** Supplied information follows **
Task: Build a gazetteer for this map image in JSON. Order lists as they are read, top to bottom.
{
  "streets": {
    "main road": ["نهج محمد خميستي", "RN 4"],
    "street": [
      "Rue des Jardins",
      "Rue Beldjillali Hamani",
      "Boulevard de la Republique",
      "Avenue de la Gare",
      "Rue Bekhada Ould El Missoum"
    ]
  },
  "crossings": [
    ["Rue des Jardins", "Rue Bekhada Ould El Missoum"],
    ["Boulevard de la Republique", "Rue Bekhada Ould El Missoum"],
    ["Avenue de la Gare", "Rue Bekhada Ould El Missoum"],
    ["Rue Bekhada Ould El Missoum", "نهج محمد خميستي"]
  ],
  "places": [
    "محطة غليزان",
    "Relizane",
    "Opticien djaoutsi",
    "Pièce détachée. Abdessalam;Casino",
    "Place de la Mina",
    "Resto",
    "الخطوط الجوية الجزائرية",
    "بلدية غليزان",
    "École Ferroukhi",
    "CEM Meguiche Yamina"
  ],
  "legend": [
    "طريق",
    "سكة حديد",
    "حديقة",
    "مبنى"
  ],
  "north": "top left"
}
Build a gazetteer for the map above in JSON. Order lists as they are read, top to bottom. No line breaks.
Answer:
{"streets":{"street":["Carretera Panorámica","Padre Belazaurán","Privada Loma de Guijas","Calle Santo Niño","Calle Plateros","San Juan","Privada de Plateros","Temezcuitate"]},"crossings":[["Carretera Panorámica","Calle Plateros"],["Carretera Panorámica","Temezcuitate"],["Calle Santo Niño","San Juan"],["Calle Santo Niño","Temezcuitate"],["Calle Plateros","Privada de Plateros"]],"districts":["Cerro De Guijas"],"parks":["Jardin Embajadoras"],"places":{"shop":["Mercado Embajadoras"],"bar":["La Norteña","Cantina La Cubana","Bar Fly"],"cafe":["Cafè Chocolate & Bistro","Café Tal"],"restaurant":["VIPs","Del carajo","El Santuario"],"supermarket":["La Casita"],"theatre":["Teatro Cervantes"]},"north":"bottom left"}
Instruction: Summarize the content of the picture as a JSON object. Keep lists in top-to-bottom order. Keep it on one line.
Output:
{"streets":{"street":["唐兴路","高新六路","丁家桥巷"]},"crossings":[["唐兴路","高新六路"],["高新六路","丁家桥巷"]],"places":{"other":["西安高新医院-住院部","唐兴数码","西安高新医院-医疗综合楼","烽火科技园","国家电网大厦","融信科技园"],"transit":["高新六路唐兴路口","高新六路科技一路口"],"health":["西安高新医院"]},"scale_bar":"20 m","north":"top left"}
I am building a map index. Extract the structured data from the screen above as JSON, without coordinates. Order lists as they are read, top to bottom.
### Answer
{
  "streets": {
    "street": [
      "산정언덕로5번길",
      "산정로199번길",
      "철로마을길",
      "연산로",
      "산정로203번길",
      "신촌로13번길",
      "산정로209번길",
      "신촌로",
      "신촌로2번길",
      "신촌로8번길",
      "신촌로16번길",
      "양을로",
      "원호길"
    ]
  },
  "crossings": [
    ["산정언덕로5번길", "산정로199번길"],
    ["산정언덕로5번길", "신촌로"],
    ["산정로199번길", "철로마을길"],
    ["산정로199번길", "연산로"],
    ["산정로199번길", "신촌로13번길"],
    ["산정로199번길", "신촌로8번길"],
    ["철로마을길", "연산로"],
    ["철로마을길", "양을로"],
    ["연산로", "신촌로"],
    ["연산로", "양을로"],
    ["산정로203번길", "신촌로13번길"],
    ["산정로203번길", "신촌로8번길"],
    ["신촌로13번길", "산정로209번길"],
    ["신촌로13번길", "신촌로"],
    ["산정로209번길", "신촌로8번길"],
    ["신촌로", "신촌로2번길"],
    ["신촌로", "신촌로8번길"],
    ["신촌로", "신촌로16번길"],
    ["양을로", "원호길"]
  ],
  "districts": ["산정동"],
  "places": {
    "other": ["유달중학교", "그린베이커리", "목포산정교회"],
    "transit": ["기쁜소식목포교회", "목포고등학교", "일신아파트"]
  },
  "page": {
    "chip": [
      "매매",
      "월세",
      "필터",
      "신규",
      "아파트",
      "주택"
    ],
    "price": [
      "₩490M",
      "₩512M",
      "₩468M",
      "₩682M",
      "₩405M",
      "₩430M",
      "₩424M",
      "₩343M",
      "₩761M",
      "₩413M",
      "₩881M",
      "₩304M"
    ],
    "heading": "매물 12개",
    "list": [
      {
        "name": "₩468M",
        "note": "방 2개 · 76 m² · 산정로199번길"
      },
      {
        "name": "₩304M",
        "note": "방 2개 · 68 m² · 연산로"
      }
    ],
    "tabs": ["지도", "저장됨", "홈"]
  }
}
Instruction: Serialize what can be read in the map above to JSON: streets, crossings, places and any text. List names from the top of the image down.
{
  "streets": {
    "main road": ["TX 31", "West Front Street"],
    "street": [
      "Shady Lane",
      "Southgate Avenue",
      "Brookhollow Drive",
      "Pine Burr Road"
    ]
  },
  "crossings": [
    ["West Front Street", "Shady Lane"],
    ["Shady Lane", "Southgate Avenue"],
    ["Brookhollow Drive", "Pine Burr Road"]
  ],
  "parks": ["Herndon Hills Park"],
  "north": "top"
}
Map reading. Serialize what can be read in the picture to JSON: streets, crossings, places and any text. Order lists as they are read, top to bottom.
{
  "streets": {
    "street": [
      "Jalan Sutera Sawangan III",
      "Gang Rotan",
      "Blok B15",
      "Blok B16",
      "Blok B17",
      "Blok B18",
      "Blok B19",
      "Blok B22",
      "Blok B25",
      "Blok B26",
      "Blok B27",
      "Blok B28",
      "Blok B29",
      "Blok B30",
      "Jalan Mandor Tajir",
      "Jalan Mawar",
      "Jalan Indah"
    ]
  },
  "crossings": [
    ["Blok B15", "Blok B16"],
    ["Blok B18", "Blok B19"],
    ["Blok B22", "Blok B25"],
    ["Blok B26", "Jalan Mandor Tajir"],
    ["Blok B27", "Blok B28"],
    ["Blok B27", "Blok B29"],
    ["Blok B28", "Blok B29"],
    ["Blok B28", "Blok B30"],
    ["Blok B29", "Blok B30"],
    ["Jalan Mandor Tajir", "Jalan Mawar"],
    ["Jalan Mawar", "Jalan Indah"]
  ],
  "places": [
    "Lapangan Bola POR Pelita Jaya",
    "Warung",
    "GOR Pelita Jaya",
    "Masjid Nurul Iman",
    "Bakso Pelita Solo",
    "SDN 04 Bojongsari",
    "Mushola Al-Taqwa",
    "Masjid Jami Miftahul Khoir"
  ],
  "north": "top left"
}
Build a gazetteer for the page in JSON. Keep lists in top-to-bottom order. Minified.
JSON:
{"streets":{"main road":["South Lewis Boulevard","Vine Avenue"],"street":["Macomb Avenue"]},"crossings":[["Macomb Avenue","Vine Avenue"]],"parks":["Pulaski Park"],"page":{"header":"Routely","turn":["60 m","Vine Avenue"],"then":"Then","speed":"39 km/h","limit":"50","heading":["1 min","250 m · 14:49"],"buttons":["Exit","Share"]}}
** End of Supplied information **
Task to complete:
Nothing but an exact copy of the lines from the start of the entries through the line containing "Build a gazetteer for the map" belongs in the response.

Answer space:
Task: Build a gazetteer for this map image in JSON. Order lists as they are read, top to bottom.
{
  "streets": {
    "main road": ["نهج محمد خميستي", "RN 4"],
    "street": [
      "Rue des Jardins",
      "Rue Beldjillali Hamani",
      "Boulevard de la Republique",
      "Avenue de la Gare",
      "Rue Bekhada Ould El Missoum"
    ]
  },
  "crossings": [
    ["Rue des Jardins", "Rue Bekhada Ould El Missoum"],
    ["Boulevard de la Republique", "Rue Bekhada Ould El Missoum"],
    ["Avenue de la Gare", "Rue Bekhada Ould El Missoum"],
    ["Rue Bekhada Ould El Missoum", "نهج محمد خميستي"]
  ],
  "places": [
    "محطة غليزان",
    "Relizane",
    "Opticien djaoutsi",
    "Pièce détachée. Abdessalam;Casino",
    "Place de la Mina",
    "Resto",
    "الخطوط الجوية الجزائرية",
    "بلدية غليزان",
    "École Ferroukhi",
    "CEM Meguiche Yamina"
  ],
  "legend": [
    "طريق",
    "سكة حديد",
    "حديقة",
    "مبنى"
  ],
  "north": "top left"
}
Build a gazetteer for the map above in JSON. Order lists as they are read, top to bottom. No line breaks.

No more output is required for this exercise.